On the other hand, the top ten events that Injuries where reported are
head(Data_sum[order(-Data_sum$INJURIES),],10)
## Event FATALITIES INJURIES Property_Damage Crops_Damage
## 834 TORNADO 1802 27944 3.222879e+12 10269737000
## 170 FLOOD 470 6789 1.446577e+13 21753275000
## 130 EXCESSIVE HEAT 1903 6525 7.753700e+08 492600000
## 856 TSTM WIND 356 5404 4.484928e+11 11320985000
## 464 LIGHTNING 816 5230 9.303794e+10 365729000
## 275 HEAT 937 2100 1.797000e+08 66954000
## 427 ICE STORM 89 1975 3.944928e+11 186850000
## 153 FLASH FLOOD 978 1777 1.682267e+12 19039070000
## 760 THUNDERSTORM WIND 133 1488 3.483122e+11 6992705000
## 972 WINTER STORM 206 1321 6.688497e+11 220390000
In case of Injuries, as we can see in the above table, the Tornado is again the first and way ahead of the other events. However, second comes the Flood and third the Excessive Heat.
The Tornadoes have almost 30.000 counts of injuries while the next event with less counts is about 6.000 counts. We will create a horizontal bar plot (to easily see the names of the events) and we will limit the x-axis to 8.000 counts.
dat_pl <- Data_sum[order(-Data_sum$INJURIES),][1:20,]
barchart(reorder(Event, INJURIES) ~ FATALITIES + INJURIES, dat_pl, xlab = "Counts", xlim=c(0,8000), auto.key=list(columns = 2),par.settings=list(superpose.polygon=list(col=c("red", "green"))))
From this plot we conclude that the ‘king’ of lethal events for human is Tornado. Then is Excessive heat with a little less counts of injuries than flood but four times more fatal. Also, notice that heat and flash flood have relatively small count of Injuries but they are the third most fatal events.
The weather events apart from the effect on human health cause damage on properties and crops. The top ten weather events concerning the damage on properties are
head(Data_sum[order(-round(Data_sum$Property_Damage)),],10)

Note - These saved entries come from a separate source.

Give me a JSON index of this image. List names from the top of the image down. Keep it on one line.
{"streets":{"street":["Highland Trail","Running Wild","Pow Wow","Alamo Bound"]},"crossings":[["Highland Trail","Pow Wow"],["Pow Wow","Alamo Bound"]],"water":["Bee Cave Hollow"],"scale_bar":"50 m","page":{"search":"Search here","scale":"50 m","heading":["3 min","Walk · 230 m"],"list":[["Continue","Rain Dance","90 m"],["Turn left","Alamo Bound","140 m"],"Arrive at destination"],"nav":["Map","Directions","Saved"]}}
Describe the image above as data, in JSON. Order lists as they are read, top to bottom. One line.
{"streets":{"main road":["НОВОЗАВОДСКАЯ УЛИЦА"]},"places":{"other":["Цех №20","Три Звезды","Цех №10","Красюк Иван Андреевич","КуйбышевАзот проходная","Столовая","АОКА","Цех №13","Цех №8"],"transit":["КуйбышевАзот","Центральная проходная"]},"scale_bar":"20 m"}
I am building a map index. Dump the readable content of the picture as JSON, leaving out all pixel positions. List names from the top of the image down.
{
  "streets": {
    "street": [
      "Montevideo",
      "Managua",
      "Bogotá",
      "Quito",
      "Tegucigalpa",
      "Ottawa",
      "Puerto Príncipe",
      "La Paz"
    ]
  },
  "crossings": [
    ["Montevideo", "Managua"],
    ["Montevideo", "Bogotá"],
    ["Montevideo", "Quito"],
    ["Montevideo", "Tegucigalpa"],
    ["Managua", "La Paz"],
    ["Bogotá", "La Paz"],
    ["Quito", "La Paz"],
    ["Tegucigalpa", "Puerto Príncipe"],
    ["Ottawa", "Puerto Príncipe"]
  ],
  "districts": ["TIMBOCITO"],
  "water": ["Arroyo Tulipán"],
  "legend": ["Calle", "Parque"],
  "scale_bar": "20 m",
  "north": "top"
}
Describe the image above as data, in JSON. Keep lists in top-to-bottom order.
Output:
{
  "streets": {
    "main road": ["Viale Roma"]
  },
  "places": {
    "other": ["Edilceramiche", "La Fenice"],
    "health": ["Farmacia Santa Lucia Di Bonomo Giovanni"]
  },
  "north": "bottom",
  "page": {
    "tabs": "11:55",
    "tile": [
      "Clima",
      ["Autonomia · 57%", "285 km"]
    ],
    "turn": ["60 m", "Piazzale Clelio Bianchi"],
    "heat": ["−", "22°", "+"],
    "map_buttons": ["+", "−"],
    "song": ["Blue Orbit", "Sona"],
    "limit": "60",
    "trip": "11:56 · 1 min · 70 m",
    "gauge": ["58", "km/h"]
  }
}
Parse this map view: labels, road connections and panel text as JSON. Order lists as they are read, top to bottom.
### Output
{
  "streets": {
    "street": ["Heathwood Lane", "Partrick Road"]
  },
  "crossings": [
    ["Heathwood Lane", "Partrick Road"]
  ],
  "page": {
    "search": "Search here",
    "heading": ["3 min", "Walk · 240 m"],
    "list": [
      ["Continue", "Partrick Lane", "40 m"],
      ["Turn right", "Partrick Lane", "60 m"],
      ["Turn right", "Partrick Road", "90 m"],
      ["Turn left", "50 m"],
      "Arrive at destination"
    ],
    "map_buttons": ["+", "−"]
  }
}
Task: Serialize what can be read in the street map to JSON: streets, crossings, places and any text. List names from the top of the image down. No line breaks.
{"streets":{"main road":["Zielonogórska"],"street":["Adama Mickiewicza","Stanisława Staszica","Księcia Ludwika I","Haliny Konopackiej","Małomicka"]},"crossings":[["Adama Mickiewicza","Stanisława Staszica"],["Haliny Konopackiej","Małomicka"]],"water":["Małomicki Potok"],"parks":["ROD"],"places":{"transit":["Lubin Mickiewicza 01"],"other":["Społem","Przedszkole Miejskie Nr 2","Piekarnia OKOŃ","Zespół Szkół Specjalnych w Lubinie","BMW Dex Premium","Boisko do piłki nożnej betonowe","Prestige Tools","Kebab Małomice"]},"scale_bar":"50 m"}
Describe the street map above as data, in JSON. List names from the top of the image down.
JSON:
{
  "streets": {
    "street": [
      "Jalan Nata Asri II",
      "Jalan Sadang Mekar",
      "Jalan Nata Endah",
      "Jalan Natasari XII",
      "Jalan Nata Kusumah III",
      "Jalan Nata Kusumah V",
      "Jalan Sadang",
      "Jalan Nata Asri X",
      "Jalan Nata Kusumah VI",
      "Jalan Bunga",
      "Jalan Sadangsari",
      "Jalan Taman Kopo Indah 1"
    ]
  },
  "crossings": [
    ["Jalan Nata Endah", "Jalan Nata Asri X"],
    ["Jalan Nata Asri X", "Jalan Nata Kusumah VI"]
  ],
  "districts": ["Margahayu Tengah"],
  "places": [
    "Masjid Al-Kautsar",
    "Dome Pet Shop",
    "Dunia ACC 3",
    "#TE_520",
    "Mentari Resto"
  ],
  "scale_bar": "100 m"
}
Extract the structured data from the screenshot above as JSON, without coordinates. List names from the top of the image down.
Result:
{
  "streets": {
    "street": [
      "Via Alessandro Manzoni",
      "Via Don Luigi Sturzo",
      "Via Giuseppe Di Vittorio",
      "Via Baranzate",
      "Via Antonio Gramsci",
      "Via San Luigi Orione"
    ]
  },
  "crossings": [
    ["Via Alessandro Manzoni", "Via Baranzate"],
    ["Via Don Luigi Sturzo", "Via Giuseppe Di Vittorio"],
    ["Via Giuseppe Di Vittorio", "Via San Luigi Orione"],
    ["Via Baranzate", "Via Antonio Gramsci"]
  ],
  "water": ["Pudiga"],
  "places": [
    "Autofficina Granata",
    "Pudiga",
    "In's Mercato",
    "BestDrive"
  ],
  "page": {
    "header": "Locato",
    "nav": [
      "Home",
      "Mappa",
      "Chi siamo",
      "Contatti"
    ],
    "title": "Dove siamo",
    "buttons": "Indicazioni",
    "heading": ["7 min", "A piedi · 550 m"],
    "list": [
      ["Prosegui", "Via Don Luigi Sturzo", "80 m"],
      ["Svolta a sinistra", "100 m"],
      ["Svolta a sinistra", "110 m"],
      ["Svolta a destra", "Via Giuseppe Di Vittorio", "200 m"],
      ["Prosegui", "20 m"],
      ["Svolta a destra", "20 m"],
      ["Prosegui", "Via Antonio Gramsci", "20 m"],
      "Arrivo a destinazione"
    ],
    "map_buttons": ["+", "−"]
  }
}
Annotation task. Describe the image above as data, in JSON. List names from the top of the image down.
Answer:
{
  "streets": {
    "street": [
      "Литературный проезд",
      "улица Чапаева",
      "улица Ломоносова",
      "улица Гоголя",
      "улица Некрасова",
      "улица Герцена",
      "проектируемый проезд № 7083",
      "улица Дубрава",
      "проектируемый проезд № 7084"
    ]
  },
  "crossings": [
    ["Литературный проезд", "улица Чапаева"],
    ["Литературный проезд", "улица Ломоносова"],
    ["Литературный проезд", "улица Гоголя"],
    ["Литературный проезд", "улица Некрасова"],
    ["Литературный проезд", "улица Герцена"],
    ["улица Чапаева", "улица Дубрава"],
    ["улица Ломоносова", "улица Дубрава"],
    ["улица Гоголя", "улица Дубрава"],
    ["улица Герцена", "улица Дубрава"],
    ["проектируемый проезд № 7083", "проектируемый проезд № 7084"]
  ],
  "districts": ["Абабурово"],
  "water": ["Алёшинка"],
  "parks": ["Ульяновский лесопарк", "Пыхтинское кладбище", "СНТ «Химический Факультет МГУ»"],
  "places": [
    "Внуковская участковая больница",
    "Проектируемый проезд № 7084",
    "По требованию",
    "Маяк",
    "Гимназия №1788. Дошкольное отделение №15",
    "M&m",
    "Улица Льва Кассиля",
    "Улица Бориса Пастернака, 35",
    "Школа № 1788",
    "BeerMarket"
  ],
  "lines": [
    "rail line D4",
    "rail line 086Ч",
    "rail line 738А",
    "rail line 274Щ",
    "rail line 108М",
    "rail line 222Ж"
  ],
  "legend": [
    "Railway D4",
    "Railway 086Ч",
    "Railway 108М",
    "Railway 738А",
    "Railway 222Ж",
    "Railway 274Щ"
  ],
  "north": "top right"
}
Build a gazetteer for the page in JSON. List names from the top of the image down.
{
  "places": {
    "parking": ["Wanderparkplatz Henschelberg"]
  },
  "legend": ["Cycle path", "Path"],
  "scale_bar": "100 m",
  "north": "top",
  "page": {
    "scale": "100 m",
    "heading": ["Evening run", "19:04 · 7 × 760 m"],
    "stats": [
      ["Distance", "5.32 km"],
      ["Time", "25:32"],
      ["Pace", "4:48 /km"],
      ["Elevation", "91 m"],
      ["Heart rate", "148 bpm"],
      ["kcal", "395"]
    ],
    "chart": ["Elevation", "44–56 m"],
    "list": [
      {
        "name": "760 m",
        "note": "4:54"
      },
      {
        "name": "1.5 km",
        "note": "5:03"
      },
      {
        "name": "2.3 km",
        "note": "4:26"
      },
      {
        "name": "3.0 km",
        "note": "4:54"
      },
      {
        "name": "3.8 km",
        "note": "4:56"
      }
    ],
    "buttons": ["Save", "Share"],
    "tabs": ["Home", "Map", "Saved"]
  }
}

## Event FATALITIES INJURIES Property_Damage Crops_Damage
## 170 FLOOD 470 6789 1.446577e+13 21753275000
## 411 HURRICANE/TYPHOON 64 1275 6.930584e+12 1464465100
## 670 STORM SURGE 13 38 4.332354e+12 500000
## 834 TORNADO 1802 27944 3.222879e+12 10269737000
## 153 FLASH FLOOD 978 1777 1.682267e+12 19039070000
## 244 HAIL 15 1162 1.573527e+12 60161277030
## 402 HURRICANE 61 46 1.186832e+12 2999310000
## 848 TROPICAL STORM 58 340 7.703891e+11 1195720000
## 972 WINTER STORM 206 1321 6.688497e+11 220390000
## 359 HIGH WIND 248 1137 5.270046e+11 2288040000
and for Crops
head(Data_sum[order(-Data_sum$Crops_Damage),],10)
## Event FATALITIES INJURIES Property_Damage Crops_Damage
## 244 HAIL 15 1162 1.573527e+12 60161277030
## 170 FLOOD 470 6789 1.446577e+13 21753275000
## 153 FLASH FLOOD 978 1777 1.682267e+12 19039070000
## 95 DROUGHT 0 4 1.046106e+11 14595735000
## 856 TSTM WIND 356 5404 4.484928e+11 11320985000
## 834 TORNADO 1802 27944 3.222879e+12 10269737000
## 760 THUNDERSTORM WIND 133 1488 3.483122e+11 6992705000
## 402 HURRICANE 61 46 1.186832e+12 2999310000
## 359 HIGH WIND 248 1137 5.270046e+11 2288040000
## 786 THUNDERSTORM WINDS 64 908 1.944591e+11 2014708080
From the previous two tables we can see that the damage on property is two to three orders of magnitude larger than the damage on crops. Among the events the flood is the most catastrophic for properties and the Hail for crops. In the following to plots we can inspect the damage caused on properties and crops respectively
barchart(reorder(Event, Property_Damage) ~ Property_Damage*10^-12, dat_pl, main = "Total Damage to Properties", xlab = "Damage (Trillions of USD)", col = "blue")
barchart(reorder(Event, Crops_Damage) ~ Crops_Damage*10^-9, dat_pl, main = "Total Damage to Crops", xlab = "Damage (Billions of USD)", col = "yellow")
Concluding, the greatest economic cosequencies for properties come from flood, then for hurricane and tornadoes are third. For crops, hail is the most disastrous weather event, then flood and wind while tornado is fifth. Among the weather events Tornadoes and Floods seems the most disastrous since they both have a high impact on human health and they are in the top three concerning damages to properties and in the top five concerning damages to crops.